▶ [Work request] In your copy, each line below is repeated exactly and no image appears.

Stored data

- - - - - - -

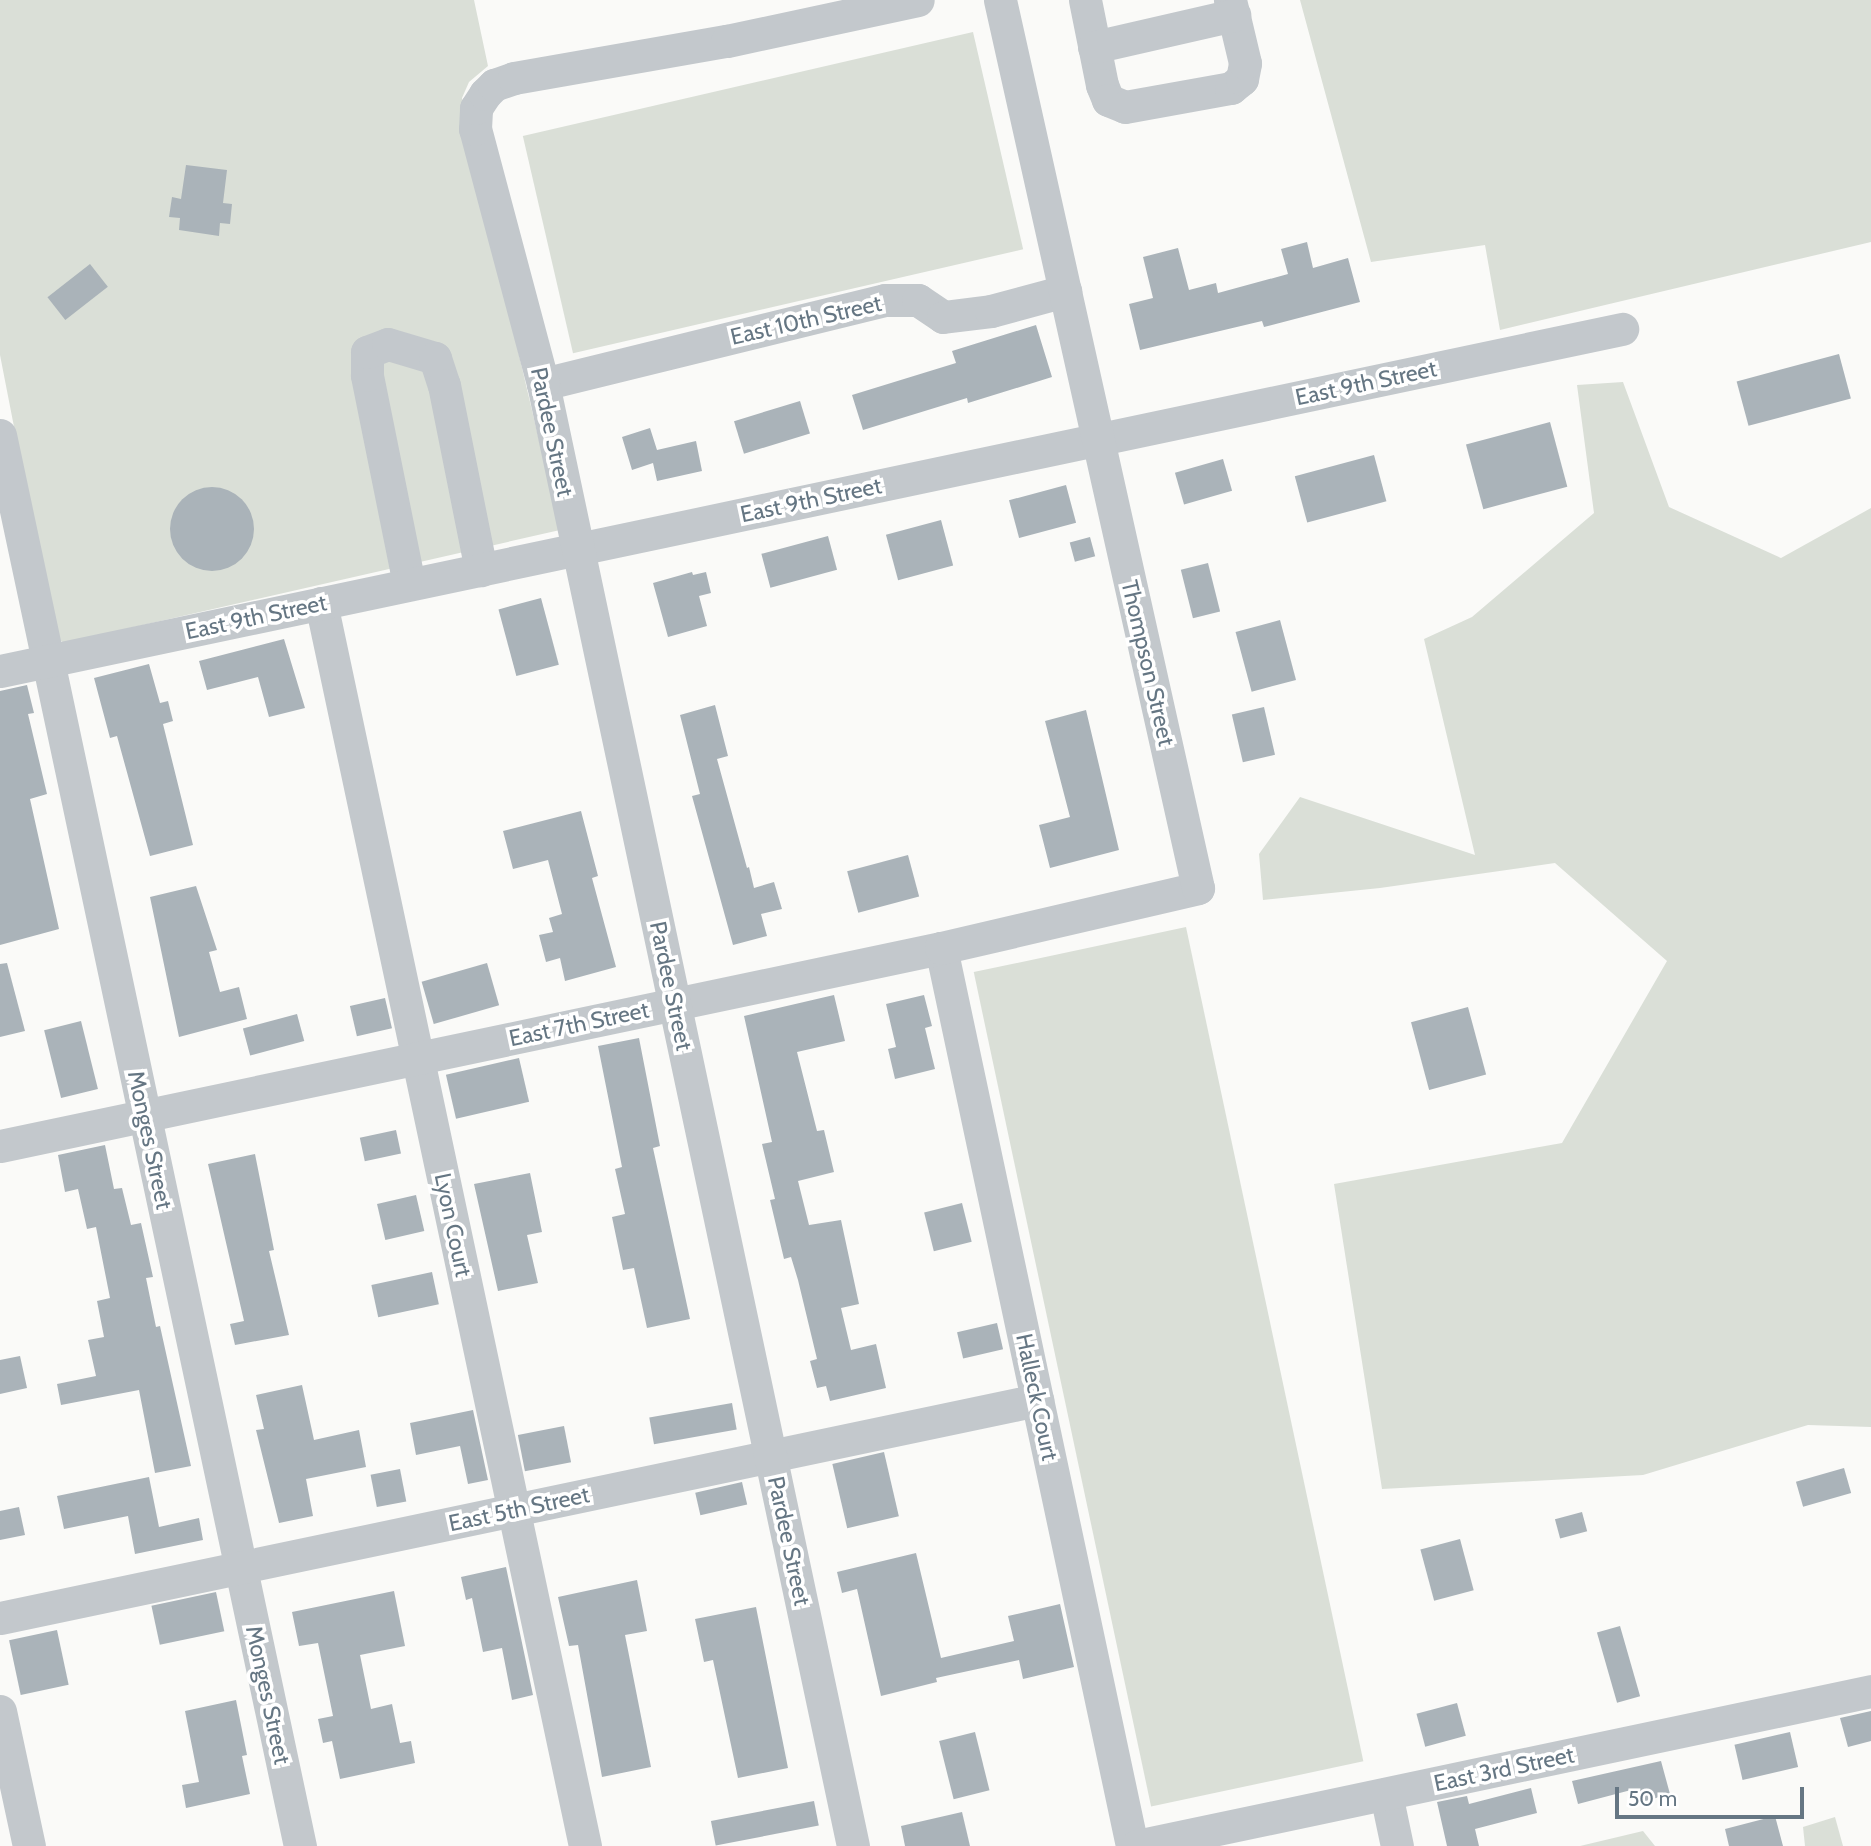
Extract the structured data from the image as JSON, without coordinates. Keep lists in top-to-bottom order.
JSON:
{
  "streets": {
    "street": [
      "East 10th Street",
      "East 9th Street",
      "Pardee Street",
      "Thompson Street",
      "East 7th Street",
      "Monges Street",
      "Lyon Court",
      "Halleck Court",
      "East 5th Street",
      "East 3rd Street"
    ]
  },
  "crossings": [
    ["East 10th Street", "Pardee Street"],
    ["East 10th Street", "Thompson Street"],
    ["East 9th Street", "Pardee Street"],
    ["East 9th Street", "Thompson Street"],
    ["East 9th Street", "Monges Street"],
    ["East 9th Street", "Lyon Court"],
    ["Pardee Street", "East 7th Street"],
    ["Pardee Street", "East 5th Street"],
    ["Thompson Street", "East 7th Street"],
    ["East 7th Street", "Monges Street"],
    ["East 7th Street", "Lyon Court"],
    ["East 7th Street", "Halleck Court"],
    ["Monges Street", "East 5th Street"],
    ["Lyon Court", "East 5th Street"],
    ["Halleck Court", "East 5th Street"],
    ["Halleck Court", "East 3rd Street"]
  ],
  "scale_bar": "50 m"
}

- - - - - - -

▶ [Your solution]
Extract the structured data from the image as JSON, without coordinates. Keep lists in top-to-bottom order.
JSON:
{
  "streets": {
    "street": [
      "East 10th Street",
      "East 9th Street",
      "Pardee Street",
      "Thompson Street",
      "East 7th Street",
      "Monges Street",
      "Lyon Court",
      "Halleck Court",
      "East 5th Street",
      "East 3rd Street"
    ]
  },
  "crossings": [
    ["East 10th Street", "Pardee Street"],
    ["East 10th Street", "Thompson Street"],
    ["East 9th Street", "Pardee Street"],
    ["East 9th Street", "Thompson Street"],
    ["East 9th Street", "Monges Street"],
    ["East 9th Street", "Lyon Court"],
    ["Pardee Street", "East 7th Street"],
    ["Pardee Street", "East 5th Street"],
    ["Thompson Street", "East 7th Street"],
    ["East 7th Street", "Monges Street"],
    ["East 7th Street", "Lyon Court"],
    ["East 7th Street", "Halleck Court"],
    ["Monges Street", "East 5th Street"],
    ["Lyon Court", "East 5th Street"],
    ["Halleck Court", "East 5th Street"],
    ["Halleck Court", "East 3rd Street"]
  ],
  "scale_bar": "50 m"
}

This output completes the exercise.